PROBLEM:
From the records below, copy the lines that include "turn".
::::
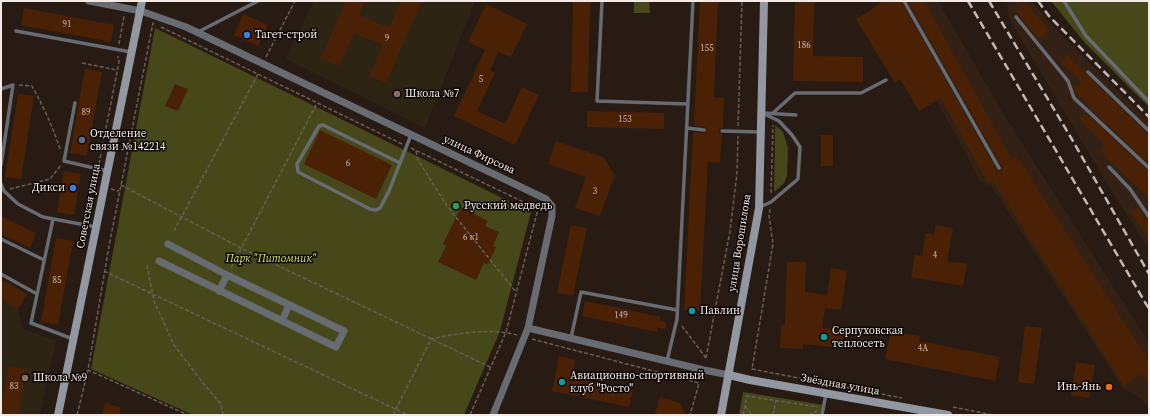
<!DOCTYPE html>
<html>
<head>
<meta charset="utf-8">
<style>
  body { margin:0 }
  #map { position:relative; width:1150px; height:416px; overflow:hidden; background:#281b14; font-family:"Source Serif 4",serif }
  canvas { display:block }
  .frame { position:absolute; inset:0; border:2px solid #f5ebe6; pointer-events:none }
</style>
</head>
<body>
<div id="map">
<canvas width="1150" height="416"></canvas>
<div class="frame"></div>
</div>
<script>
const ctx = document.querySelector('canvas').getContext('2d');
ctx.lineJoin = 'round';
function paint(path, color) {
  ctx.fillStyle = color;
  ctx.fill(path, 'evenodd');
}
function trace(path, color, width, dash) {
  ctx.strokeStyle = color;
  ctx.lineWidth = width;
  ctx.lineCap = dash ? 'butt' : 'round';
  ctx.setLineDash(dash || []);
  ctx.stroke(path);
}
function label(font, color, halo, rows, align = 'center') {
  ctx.font = font + ' "Source Serif 4",serif';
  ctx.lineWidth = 3;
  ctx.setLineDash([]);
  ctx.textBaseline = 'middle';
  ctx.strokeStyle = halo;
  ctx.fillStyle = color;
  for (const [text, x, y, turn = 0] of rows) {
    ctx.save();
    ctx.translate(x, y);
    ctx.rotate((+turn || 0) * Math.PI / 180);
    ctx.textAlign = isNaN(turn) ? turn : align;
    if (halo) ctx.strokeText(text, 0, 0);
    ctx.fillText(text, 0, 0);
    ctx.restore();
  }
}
const built = new Path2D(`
  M878 1H938L1004 115 1149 343V406L1140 398 1123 388 992 187 980 181 931 89 893 23Z
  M1011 1H1032L1051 25 1149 122V250L1102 175 1009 19 1007 3Z`);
const education = new Path2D(`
  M314 1H475L425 128 286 59Z
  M1 299 18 309 22 328 56 341 40 415H1Z`);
const green = new Path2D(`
  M634 1H649L650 13H634Z
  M1051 1H1149V107L1085 43Z
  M155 28 531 212 500 331 464 415H193L91 369Z
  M775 125 783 132 788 148 787 176 784 183 774 192Z
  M743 392 824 405 822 415H739Z`);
const building = new Path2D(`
  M346 1H365L359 15 389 28 401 1H422L386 83 369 76 383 45 354 33 339 66 321 58Z
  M573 1H590L588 92H571Z
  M700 1H718L714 97 724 98 723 128H720L719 131V133L722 134 720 163 708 162 700 311 684 310 693 134H694V132L705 133 707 130 705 127 694 126Z
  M795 1H814L813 56 863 57V82L793 81Z
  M885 1H901L996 170 1000 171 1002 169V166L908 1H924L1012 160 1017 157 1149 361V385L1142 374 1124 386 993 181 988 183 941 98 919 111 900 79 895 83 856 19Z
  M1026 3 1049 31 1039 39 1016 11Z
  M486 4 527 24 511 57 498 52 490 70 495 73 477 111 505 124 522 87 539 95 515 145 454 116 485 50 468 42Z
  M24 8 114 25 111 42 21 25Z
  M243 14 268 25 258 46 234 35Z
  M1066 53 1086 74 1149 136V164L1090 108 1091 107 1076 93 1074 89 1082 82 1061 63Z
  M85 69 102 72 87 156 70 153Z
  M175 84 188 89 178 111 165 106Z
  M18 94 34 96 21 179 5 177Z
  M587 111 664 113V129L587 127Z
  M1085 113 1147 170 1149 171V198L1100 151 1106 145 1079 119Z
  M320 130 392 165 376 199 304 164Z
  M821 135H833V166H821Z
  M556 141 603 157 615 175 600 216 575 208 586 177 548 164Z
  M64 171 81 174 74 215 57 212Z
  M461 207 488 221 485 226 499 232 493 246 496 247 488 265 484 263 476 280 438 262 446 246 443 244Z
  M1138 207 1146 219 1149 220V239L1131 213Z
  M1 216 36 233 30 248 1 234Z
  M571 225 587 228 573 296 557 293Z
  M936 225 953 228 947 261 967 264 963 286 911 277 915 255 922 256 926 233 934 235Z
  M56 238 73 241 58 325 41 322Z
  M787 262H806L805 292 827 295 831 268 847 271 841 310 825 308 822 328 845 330 843 348 803 344V349L780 348 781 325H785Z
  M1 279 27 294 18 309 1 299Z
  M585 301 661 317 660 320 666 322 665 329 658 328 657 332 582 316Z
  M1025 326 1042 328 1034 384 1018 382Z
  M891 331 920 336 919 341 1000 357 995 381 885 359Z
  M559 356 575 360 572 377 633 390 629 407 552 391Z
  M1076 362 1095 365 1089 398 1071 395Z
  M9 366 26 369 18 415H1V407Z
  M660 397 680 403 686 415H662L655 413Z
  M105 403 121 407 119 415H102Z`);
const path = new Path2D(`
  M1 6 2 1
  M154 24 153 23 109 246 88 370 188 415
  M161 27 402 144
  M119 44 124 16
  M266 57 295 1
  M82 63 117 70
  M19 85 32 86C43 106 53 127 60 149
  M738 126 742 1
  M411 148 538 209 506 332 470 415
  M416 151 418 160 447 206 516 292
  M99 164 119 62 118 56
  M96 182 97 174
  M121 185 241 248 490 367
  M10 189 50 179 61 165
  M111 189 119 191
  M771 193 773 125
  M770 209 769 216 773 244 752 369 902 398
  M174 231 258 74
  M147 265 154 301 174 345 203 383 221 404 223 415
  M231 268 317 103
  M104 271 408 415
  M682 326 706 358
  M532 339 699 383 690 415
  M706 358 730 231 737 173 738 136
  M745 406 752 415
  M953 407 993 415
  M77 415 88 370
  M393 415 431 339C459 333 490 328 517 335
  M743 415 747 396 818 407
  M773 415 776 400
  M808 415 817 411`);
const lane = new Path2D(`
  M602 1 597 101 688 104
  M904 1 999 168
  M1064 1 1086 36 1149 102
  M1016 17 1068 81 1074 98 1149 168
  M16 31 131 52
  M198 32 258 1
  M1088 72 1149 131
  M1 89 13 85 1 165
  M75 103 64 161 107 171
  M764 113 796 115
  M773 113 795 93H861L886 80
  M687 128 704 130
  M722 131 761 132
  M400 163 323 125 319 126 297 164 298 172 370 209 376 210 380 208 389 191 411 135
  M1109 167 1130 189 1149 217
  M1 184 4 191 18 204 43 217 96 227
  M760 207 771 202 798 179 800 147 792 135 779 121 762 113
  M53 219 31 323 73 339
  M1 239 44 260
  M1 274 37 294
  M571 338 581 292 677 310
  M667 361 677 319 693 1
  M822 415 826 394`);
const street = new Path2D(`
  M89 1 141 11 186 27 546 199 552 206V216L528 328 493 415
  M159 261 336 347 344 331 227 275 168 244
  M219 291 227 275
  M282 321 289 305
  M528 328 704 370 729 375`);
const secondary = new Path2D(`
  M729 375 750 380 948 415
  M58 415 142 1
  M721 415 759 208 764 1`);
const rail = new Path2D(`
  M968 1 1149 309
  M989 1 1070 136 1149 274
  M1038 1 1049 16 1149 117`);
const markers = [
  [247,35,4,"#3f7fe0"],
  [397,94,4,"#8d6e63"],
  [82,140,4,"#5c6f8a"],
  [73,188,4,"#3f7fe0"],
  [456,206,4,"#2e9e5b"],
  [692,311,4,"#0f9aa8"],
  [824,337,4,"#0f9aa8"],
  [25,378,4,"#8d6e63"],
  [562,382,4,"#0f9aa8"],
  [1109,387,4,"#e8710a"]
];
const numberNames = [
  ["91",67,25],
  ["9",387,39],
  ["186",804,46],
  ["155",707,49],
  ["5",481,80],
  ["89",86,113],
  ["153",625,120],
  ["6",348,164],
  ["3",595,192],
  ["6 к1",471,238],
  ["4",935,256],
  ["85",57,281],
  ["149",621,316],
  ["4А",923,349],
  ["83",14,387]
];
const poiNames = [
  ["Тагет-строй",255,35],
  ["Школа №7",405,94],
  ["Отделение",90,134],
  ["связи №142214",90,147],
  ["Дикси",65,188,"right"],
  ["Русский медведь",464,206],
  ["Павлин",700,311],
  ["Серпуховская",832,331],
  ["теплосеть",832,344],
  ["Авиационно-спортивный",570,376],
  ["клуб \"Росто\"",570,389],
  ["Школа №9",33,378],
  ["Инь-Янь",1101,387,"right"]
];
const streetNames = [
  ["улица Фирсова",479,155,25],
  ["Советская улица",89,206,-79],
  ["улица Ворошилова",740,243,-81],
  ["Звёздная улица",840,385,10]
];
const parkNames = [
  ["Парк \"Питомник\"",271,259]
];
paint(built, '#342116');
paint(education, '#2e2414');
paint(green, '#46481a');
paint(building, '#4b2106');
trace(path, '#695d57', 1.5, [4, 2]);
trace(lane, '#676b72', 3.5);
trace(street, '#676b72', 7);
trace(secondary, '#9198a2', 8);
trace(rail, '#c3b9b3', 2.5, [8, 4]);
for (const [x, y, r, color] of markers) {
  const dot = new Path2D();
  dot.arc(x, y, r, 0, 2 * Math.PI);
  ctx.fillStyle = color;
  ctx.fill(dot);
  trace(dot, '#0d0705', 1.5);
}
label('9px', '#cab8ae', null, numberNames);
label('11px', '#f5ebe6', '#0d0705', poiNames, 'left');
label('11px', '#f5ebe6', '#0d0705', streetNames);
label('italic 11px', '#dde461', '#0d0705', parkNames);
</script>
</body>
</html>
::::
SOLUTION FOR THIS TASK:
  for (const [text, x, y, turn = 0] of rows) {
    ctx.rotate((+turn || 0) * Math.PI / 180);
    ctx.textAlign = isNaN(turn) ? turn : align;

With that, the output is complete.